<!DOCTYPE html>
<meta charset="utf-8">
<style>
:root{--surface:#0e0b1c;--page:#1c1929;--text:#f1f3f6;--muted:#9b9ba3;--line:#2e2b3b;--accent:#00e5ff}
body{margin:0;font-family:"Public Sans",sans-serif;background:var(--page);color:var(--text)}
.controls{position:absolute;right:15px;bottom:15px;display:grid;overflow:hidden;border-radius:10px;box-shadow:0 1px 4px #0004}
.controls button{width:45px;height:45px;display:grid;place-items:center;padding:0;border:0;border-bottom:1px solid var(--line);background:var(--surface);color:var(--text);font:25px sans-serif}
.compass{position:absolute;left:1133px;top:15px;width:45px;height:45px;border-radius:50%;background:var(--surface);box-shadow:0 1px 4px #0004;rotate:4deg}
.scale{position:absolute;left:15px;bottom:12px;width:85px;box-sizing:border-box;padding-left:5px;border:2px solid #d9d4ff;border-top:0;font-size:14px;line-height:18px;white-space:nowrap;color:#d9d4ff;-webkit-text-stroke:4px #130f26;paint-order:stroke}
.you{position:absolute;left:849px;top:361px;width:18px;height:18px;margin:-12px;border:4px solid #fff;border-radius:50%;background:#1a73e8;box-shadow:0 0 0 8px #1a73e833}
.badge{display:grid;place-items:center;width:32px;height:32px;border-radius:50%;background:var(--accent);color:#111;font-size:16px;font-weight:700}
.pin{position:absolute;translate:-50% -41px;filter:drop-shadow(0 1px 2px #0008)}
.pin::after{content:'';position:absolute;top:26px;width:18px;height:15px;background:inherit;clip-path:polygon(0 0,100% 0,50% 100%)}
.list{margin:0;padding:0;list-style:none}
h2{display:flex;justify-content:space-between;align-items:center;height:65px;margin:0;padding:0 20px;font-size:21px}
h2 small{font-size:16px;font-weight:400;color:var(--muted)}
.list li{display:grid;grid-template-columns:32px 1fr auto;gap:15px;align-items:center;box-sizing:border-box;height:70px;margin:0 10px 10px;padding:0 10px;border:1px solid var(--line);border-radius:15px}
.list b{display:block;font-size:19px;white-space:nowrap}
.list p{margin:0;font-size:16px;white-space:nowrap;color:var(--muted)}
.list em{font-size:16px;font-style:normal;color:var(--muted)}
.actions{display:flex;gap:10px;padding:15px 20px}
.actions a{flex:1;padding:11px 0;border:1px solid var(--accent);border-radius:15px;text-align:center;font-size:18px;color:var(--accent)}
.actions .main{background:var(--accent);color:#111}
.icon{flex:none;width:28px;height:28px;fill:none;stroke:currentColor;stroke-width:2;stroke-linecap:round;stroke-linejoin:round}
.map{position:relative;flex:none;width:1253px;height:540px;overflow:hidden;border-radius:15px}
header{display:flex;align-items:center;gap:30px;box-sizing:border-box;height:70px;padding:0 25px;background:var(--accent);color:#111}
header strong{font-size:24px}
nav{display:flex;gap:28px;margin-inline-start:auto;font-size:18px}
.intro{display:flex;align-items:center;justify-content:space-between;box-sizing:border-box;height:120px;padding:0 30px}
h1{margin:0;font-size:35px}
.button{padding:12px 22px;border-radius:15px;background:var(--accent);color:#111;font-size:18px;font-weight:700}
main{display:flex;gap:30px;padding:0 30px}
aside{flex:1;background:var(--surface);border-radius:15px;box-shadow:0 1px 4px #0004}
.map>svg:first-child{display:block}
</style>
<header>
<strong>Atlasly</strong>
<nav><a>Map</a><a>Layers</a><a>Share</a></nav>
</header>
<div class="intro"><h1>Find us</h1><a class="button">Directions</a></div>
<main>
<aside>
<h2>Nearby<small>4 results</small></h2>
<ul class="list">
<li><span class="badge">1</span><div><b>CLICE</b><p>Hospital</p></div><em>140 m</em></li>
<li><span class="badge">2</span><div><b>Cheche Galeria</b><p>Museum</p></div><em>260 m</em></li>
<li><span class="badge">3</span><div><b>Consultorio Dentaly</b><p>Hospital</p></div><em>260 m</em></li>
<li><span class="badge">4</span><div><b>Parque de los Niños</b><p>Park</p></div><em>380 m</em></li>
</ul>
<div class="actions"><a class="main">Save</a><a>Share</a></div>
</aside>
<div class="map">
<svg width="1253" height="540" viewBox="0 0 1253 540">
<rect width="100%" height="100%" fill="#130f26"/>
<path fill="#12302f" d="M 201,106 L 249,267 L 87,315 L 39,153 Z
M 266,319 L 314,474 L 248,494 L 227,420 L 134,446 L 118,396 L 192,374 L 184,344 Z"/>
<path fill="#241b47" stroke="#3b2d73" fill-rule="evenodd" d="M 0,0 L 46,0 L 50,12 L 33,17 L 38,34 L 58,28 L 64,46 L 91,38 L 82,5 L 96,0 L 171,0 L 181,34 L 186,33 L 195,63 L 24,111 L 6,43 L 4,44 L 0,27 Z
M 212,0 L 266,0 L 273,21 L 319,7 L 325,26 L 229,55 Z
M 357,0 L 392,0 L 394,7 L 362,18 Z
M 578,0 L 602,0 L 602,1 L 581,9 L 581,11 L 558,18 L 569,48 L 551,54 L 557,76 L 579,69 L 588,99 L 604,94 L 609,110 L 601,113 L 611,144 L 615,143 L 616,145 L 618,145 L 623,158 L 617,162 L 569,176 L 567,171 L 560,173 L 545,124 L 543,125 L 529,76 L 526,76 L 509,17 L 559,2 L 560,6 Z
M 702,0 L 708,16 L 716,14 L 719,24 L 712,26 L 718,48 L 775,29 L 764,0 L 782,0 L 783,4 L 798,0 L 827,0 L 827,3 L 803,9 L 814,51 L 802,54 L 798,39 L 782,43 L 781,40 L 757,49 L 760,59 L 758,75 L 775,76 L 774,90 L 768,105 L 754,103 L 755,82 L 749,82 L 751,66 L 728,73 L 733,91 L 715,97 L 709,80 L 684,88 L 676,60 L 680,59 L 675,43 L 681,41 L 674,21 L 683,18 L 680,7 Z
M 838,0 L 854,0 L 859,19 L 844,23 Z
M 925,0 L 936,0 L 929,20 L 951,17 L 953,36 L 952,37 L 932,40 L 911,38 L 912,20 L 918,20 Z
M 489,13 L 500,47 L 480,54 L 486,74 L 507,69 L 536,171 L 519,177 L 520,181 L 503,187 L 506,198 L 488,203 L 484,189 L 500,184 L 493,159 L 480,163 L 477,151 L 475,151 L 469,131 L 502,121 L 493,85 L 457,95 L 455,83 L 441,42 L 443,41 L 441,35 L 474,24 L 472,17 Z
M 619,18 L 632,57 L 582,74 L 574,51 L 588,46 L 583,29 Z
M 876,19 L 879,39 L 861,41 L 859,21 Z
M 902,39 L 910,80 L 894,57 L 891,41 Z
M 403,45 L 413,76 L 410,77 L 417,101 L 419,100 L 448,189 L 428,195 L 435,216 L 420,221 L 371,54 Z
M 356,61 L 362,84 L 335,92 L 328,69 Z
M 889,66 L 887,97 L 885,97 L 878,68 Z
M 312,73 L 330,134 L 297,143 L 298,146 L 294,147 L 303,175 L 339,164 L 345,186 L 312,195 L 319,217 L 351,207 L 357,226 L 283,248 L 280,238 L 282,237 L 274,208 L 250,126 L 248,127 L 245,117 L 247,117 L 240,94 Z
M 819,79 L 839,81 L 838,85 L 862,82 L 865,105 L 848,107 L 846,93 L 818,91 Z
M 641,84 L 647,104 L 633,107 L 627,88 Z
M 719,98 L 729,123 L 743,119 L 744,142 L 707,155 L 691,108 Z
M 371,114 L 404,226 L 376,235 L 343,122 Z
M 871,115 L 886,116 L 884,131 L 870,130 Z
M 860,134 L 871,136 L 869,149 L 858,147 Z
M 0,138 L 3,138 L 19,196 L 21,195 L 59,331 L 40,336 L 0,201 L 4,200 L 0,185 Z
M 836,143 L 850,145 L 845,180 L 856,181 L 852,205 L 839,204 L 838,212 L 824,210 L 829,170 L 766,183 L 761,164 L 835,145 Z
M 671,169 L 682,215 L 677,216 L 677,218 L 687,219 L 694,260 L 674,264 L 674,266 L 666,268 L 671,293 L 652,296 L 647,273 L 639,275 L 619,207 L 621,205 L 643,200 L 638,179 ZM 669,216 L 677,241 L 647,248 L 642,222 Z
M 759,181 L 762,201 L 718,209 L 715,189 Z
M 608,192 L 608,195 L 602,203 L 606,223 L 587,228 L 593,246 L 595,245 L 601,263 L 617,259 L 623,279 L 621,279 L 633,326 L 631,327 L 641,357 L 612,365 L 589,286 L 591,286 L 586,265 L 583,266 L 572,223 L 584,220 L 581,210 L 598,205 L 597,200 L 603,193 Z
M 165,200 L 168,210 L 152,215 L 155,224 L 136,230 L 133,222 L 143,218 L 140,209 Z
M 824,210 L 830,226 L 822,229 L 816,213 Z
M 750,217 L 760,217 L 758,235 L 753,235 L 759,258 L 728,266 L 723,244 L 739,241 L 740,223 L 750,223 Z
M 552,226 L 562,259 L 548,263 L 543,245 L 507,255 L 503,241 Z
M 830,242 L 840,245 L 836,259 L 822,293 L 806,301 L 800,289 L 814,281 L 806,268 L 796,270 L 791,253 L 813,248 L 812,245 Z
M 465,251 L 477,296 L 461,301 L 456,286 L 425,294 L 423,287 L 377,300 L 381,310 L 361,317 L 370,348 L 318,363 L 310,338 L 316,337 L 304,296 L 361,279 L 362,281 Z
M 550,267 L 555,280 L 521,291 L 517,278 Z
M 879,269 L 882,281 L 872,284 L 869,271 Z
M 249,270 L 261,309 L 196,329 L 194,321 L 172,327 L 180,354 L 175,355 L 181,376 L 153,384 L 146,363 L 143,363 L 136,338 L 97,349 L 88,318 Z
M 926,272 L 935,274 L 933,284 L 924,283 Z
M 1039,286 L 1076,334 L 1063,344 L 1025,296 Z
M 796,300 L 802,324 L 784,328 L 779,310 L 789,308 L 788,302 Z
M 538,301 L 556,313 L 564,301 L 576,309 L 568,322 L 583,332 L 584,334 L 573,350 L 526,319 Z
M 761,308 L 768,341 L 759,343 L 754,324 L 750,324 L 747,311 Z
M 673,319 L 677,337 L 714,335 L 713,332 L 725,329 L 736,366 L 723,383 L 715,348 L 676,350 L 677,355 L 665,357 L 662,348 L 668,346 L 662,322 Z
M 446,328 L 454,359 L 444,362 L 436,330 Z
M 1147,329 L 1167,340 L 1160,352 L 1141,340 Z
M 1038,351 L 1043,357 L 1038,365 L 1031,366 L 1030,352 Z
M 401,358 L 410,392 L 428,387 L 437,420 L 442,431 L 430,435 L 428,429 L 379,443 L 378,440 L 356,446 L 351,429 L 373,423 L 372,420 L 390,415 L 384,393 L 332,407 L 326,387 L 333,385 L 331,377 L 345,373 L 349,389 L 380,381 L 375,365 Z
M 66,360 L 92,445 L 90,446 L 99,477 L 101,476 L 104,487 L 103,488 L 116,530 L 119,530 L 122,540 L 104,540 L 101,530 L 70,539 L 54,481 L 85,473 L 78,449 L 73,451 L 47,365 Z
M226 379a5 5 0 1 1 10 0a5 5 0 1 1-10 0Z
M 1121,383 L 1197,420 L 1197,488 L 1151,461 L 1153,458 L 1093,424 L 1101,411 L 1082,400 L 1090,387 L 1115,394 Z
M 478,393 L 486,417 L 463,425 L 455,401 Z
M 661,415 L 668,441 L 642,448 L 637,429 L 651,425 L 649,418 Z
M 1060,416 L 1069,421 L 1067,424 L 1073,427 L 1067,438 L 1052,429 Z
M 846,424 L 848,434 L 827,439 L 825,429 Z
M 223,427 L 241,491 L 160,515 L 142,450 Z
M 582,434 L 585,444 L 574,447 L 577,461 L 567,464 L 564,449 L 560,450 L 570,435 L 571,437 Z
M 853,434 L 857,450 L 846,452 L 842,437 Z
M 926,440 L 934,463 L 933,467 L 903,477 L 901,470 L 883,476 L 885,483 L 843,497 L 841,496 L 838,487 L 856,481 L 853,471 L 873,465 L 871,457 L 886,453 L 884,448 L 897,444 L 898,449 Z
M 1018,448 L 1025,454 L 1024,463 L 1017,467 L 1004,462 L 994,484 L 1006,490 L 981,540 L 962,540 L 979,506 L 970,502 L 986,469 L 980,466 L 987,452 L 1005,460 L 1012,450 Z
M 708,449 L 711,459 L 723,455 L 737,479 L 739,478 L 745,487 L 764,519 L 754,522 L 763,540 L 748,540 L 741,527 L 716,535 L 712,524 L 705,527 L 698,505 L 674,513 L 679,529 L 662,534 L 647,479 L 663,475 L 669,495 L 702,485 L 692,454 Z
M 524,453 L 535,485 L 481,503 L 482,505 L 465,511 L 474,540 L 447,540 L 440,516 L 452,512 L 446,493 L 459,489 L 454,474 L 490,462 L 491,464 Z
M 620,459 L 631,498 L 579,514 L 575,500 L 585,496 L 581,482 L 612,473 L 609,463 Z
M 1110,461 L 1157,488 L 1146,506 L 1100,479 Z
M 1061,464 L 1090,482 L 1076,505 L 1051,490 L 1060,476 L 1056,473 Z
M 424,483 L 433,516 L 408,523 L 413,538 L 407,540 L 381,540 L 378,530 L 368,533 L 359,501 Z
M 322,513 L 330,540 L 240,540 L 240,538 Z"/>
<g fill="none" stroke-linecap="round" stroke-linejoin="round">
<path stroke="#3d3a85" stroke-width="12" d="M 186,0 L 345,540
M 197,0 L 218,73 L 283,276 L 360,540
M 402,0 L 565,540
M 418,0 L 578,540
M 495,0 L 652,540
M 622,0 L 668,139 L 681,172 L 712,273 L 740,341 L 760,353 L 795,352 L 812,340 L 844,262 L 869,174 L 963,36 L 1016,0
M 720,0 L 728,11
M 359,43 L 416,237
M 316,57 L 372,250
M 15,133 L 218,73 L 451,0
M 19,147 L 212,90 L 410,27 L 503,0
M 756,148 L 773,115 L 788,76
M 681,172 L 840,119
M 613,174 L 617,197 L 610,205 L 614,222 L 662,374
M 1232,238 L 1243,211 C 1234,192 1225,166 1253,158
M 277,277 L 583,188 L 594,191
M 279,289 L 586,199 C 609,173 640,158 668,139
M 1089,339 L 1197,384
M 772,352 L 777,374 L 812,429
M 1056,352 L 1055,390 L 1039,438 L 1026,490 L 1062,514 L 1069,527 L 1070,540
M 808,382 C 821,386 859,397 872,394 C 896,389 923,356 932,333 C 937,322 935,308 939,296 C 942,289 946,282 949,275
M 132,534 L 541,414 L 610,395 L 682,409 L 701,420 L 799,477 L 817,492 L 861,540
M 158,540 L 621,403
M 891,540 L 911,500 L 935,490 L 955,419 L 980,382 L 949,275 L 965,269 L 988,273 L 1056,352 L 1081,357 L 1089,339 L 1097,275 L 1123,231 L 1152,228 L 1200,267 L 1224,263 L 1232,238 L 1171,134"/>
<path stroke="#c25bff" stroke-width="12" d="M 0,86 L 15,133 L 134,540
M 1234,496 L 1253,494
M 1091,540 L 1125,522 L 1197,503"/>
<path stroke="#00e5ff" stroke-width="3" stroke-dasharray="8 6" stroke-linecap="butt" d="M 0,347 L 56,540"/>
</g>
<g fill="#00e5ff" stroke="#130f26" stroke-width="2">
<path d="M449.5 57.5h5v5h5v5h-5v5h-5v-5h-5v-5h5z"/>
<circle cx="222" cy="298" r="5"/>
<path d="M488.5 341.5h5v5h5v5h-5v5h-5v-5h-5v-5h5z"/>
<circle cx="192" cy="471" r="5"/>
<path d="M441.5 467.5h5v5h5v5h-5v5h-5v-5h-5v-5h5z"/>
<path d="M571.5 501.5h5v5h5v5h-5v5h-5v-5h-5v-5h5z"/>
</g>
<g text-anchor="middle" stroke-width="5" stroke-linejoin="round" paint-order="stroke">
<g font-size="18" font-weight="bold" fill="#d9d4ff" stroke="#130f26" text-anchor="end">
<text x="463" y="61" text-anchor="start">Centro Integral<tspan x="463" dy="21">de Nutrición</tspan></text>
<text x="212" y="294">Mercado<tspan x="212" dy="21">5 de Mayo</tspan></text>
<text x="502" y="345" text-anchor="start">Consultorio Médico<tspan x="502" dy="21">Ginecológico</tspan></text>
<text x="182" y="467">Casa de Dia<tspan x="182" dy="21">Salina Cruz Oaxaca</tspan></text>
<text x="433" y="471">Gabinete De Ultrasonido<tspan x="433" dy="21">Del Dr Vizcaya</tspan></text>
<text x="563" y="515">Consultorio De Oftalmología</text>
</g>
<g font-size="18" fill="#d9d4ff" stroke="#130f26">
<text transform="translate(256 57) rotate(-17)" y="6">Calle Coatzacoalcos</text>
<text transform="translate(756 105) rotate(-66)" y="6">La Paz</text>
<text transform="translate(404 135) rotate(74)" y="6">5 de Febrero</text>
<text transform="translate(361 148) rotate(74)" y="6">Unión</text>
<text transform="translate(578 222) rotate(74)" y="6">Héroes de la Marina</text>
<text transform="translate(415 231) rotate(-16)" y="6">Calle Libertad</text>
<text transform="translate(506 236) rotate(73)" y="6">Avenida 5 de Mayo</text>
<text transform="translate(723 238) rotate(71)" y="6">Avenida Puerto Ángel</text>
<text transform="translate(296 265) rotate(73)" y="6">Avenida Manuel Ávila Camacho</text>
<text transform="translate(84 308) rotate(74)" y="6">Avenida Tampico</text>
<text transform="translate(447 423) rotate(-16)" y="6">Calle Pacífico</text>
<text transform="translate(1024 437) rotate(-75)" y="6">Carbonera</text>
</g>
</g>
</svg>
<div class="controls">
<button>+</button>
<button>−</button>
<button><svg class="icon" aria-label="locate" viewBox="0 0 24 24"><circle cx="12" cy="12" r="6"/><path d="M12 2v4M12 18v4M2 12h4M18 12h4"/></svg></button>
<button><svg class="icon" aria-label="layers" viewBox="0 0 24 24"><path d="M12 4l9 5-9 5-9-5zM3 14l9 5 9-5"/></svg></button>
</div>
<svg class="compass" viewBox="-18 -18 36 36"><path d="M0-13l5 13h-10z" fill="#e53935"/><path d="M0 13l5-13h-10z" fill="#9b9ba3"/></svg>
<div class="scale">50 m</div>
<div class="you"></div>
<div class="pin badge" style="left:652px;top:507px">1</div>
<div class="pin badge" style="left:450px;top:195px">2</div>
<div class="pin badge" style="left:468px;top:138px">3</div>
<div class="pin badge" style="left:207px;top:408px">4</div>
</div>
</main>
┄┄┄┄┄┄
Nothing beyond a number is expected: count the lines of the material that hold the string "compass".

**Task answer:** 2